Monday, October 20, 2008

Opening with Dialog

Last night I sent off a draft of "Ten Days" to the MFA workshop group. Doing so had my stomach in knots. I keep wondering was this the right choice of story? And then I think of course it was, you fool, it was the only one you could finish in time! Still I hesitated. Did another read through. Found stupid, careless mistakes (the repeated line from merging two paragraphs together that I forgot to edit out). Reread the ending again. Took out a line. Added in two more. Removed one of the new ones, brought it back. Toyed with the strange verb tense of those new lines. Does that work? Made it one paragraph. Broke it back into two. Broke off the last line trying to see if the if its place really was with the last paragraph or if it could stand by itself.

About the time I "reattached" the last sentence for the third time I figured I was beyond the point where tinkering was actually going to help the story and just hit send.

Nothin' I can do 'bout it now.

What a great relief. For the moment. I'm sure I'll freak out about it in a week's time when I'm actually being workshopped.

But I am happy to say that the story did not open with dialog.

On that note, I'd like to revived the previous blog category: Notes on Craft

Recently, Nathan Bransford did a couple of posts over on his blog about opening with dialog. First he did a poll of readers "How do we feel about novels that begin with dialogue?" The results pulled in at about 77% "depends" -- possibly because the other options were "love" and "loathe." Then he put in his two cents. Basically that requested partials that started with dialog were the easiest to quickly give a thumbs up/down to. But he didn't address the reason why that was actually so easy to do -- he only attributed it to the fact that a bad writer cannot hide behind opening dialog because the dialog will fall flat as it's the hardest thing to write.

Why really is it so easy to pass on novels that start with dialog? Because it disorients the reader.

When a reader starts reading a story that reader has no idea what he is getting into. It's like walking into a dark room where tiny spotlights are slowly coming on all around him. The spotlights come on at the same pace in most stories (at the speed the reader reads) but what they illuminate is always different. The writer that can quickly shine light on things that tell the reader where the hell he is will have a more comfortable reader, and comfortable readers want to stay put and explore more. Uncomfortable readers want to get the hell out of the room.

Dialog rarely explains place, setting, time of day, time of year, indoors, outdoors, cafe, bedroom, man, woman, teenager, cowboy, republican senator ... yes some of those things can be hinted at in dialog but hints aren't spotlights, they're more like lesser shadows.

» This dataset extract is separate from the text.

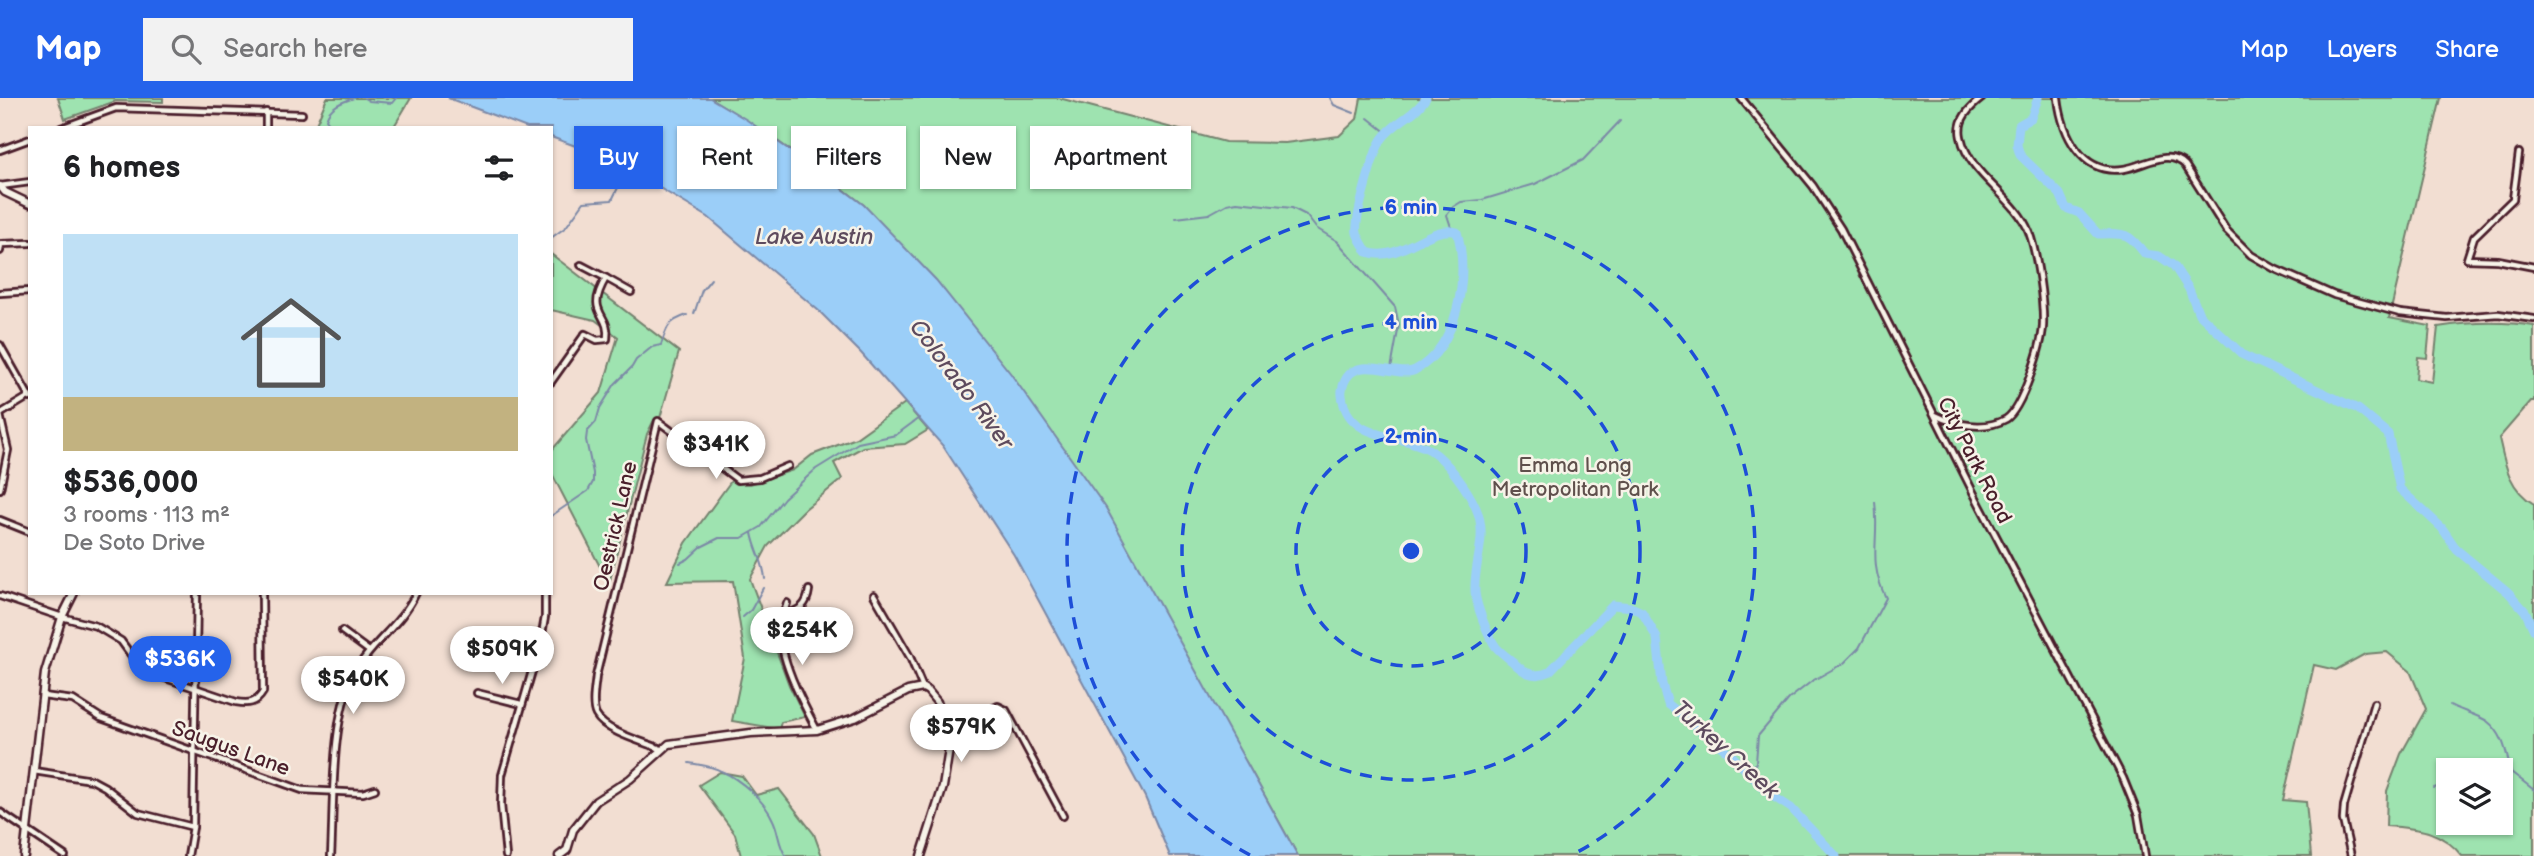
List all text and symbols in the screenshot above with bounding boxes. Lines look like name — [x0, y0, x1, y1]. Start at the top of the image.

Worse than those hints is the fact that a story that opens with dialog gives the reader nothing concrete until it gets to the "tag" the he said she said at the end of the line. Before that point we don't know who's speaking. It's a disembodied voice sounding from the heavens.

Which is why we can spot "bad" opening dialog so quickly. Because almost all of it is bad.

The writing has to be friggin brilliant to do it and do it well, and the content has to trigger such a response in the reader that the reader is okay with the disorienting voice from the heavens. To established that kind of trust that quickly -- to achieve a "good" dialog opening -- is statistically ... statistically it's not worth trying. And in the meantime it's mean to toy with your reader that way.